We’re making huge progress on both the technology and business side of things, but we’re doing everything according to four basic values. The first is “make magic.” While we certainly want to solve this complex business problem, we realize that we’ll do so by making people successful. That’s our moment-to-moment motivation: Make this support call a success; make this architecture meeting a success; make this sales call a success. If we can string together enough of these magic moments, the big picture becomes real.

The second value is “be open.” I’ll say it again: software testing is hard! There are thousands of bad ways to do it. We’re trying to forge the best way to do it. That means there’s a lot of discovery going on at QA Wolf, a lot of “try it for the first time and let me know how it works.” We’re trying to build a culture that applauds that kind of inventive spirit, supports intelligent risk taking, and rewards decent and civil interactions, both inside and outside QA Wolf.

The third is “freedom and ownership.” We want to minimize encumbrances to getting work done. Our organization aspires to be plastic in nature. Sure, we want to be elastic and scale, but we also want to be able to quickly and cost effectively reconfigure as we learn new things and solve problems. If we can better align responsibility and accountability among our people and work requirements, we’ll be a better partner and a more profitable business.

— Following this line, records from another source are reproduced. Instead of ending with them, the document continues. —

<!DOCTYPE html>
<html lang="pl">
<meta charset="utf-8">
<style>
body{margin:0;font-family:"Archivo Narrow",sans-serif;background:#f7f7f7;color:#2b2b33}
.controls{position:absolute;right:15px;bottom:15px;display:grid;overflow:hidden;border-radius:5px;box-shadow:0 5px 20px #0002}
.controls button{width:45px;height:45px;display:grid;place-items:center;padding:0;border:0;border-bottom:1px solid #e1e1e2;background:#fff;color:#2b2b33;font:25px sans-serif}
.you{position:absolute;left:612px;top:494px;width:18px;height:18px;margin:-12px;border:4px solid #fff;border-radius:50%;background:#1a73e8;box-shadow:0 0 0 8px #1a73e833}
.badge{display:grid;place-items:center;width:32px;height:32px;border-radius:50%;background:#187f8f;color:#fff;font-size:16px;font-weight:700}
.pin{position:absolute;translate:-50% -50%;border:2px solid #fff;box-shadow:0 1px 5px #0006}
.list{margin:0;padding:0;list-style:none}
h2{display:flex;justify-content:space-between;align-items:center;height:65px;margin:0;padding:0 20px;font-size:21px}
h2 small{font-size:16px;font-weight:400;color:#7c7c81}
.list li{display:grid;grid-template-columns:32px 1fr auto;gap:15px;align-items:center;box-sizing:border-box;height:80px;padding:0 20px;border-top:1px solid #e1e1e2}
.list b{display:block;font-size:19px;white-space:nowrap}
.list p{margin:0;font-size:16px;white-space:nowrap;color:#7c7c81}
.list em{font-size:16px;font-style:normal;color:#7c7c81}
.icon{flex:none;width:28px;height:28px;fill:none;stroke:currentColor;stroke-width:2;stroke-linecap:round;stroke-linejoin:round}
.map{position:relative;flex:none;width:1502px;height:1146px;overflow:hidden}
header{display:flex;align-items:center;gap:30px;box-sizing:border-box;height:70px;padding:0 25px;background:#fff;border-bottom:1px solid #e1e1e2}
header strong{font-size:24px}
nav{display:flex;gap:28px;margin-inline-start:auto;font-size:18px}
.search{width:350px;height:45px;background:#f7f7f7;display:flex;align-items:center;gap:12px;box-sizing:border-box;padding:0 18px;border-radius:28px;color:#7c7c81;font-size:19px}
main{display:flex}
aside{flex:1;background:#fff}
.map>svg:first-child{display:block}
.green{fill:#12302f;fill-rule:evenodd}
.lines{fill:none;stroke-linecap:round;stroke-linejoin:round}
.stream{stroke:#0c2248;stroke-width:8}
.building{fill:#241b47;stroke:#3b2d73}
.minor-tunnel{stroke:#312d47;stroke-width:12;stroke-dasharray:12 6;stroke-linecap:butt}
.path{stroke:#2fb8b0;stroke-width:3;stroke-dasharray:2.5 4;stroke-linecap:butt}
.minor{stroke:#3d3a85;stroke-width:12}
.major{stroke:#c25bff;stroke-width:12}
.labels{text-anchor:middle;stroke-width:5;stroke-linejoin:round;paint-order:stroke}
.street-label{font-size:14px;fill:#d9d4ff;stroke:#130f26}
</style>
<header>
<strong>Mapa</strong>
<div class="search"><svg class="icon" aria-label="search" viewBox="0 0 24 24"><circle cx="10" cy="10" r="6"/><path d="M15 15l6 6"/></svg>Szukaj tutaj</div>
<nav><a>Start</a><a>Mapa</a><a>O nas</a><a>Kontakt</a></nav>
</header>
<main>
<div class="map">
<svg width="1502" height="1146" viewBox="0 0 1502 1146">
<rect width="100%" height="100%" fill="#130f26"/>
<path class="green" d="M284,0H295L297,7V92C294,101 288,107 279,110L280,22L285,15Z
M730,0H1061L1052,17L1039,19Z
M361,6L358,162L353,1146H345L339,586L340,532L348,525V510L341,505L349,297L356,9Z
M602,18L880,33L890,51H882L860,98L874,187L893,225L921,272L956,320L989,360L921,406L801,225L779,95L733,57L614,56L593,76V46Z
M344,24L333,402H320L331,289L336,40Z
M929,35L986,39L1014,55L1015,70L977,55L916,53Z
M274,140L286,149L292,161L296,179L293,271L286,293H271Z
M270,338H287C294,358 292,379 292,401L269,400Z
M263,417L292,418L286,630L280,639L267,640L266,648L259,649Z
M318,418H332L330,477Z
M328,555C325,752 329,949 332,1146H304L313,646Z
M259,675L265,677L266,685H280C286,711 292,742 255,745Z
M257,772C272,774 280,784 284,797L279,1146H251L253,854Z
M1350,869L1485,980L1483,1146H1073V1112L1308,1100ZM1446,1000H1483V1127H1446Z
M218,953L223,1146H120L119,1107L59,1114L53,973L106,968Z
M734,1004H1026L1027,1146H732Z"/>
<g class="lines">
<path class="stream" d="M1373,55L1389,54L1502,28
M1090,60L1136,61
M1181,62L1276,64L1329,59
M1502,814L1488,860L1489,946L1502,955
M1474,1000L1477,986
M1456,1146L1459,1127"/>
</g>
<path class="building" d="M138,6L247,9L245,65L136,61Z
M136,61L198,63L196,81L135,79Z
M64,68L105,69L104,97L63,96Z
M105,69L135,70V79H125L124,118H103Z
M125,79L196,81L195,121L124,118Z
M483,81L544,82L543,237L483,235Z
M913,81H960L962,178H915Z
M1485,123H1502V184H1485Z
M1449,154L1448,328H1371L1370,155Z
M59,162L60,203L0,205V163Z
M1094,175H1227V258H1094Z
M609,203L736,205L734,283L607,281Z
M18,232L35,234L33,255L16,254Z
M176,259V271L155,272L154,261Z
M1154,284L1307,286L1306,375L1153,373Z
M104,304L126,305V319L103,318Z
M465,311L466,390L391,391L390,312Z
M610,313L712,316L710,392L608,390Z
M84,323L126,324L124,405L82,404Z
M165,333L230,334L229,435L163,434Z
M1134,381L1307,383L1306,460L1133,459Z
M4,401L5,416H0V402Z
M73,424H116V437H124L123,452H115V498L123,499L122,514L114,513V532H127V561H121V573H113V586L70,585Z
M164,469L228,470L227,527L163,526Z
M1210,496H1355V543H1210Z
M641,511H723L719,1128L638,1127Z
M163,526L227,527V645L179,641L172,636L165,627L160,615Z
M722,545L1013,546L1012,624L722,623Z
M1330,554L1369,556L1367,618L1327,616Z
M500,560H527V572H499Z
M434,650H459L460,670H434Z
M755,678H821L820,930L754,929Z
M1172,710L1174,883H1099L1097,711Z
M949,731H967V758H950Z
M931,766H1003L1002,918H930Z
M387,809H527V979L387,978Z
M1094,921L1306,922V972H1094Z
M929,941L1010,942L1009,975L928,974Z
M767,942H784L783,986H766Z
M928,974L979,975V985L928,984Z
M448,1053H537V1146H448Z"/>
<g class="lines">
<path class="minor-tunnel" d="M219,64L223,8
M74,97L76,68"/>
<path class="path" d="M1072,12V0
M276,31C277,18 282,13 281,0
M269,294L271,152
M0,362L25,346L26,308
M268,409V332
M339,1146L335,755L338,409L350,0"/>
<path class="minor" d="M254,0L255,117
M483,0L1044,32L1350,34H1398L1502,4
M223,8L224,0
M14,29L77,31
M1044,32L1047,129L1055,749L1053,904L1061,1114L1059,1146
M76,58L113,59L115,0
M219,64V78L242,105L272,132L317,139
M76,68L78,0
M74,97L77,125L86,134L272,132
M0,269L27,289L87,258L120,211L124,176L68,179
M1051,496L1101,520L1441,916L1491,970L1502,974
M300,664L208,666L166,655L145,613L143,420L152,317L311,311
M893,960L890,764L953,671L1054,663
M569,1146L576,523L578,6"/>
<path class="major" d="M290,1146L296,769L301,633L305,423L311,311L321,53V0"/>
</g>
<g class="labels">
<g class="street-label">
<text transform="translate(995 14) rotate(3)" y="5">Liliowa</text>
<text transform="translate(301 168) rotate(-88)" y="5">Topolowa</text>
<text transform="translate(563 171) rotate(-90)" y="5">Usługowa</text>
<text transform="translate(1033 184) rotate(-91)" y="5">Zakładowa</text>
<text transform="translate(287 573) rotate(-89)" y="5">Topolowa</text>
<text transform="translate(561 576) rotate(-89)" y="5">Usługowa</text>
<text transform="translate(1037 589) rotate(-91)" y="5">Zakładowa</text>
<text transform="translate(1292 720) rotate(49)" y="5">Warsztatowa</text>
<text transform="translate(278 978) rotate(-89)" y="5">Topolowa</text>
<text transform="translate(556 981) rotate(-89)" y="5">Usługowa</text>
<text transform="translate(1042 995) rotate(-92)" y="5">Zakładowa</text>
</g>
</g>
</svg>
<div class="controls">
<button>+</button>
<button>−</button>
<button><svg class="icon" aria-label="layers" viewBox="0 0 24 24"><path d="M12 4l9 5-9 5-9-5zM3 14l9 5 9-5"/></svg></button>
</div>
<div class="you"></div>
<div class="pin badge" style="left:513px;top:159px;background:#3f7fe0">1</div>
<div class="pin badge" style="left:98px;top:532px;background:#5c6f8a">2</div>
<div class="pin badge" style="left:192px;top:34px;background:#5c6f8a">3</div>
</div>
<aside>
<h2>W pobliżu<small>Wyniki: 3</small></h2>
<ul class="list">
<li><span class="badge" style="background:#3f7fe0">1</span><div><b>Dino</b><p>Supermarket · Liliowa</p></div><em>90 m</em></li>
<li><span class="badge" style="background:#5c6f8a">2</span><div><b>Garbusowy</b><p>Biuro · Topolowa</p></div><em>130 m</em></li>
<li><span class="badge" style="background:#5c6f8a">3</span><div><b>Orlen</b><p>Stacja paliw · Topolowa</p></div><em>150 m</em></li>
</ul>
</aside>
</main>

The fourth is “deliver impact fast.” This is the cumulative value that the other three values feed into. I mean, look at where QA Wolf is today, 30 months or so after we first introduced test-coverage-as-a-service. We’ve got a marquee list of 150 customers. We’re catching over 1,000 critical bugs per month. We’re saving our customers $130 million a year compared to in-house or outsourcing alternatives. And we’re preventing critical incidents, the kind that might take down a business if left to fester, on a daily basis. That kind of success at speed depends on every function delivering impact fast. We’re creating tools and services, but we’re also creating markets, which requires great engineering, great operations, and great marketing. The truth is, we can only realize our opportunities as fast as our slowest function can operate. I can honestly say that by applying our core values to a really important, modern problem, QA Wolf is enjoying tremendous success.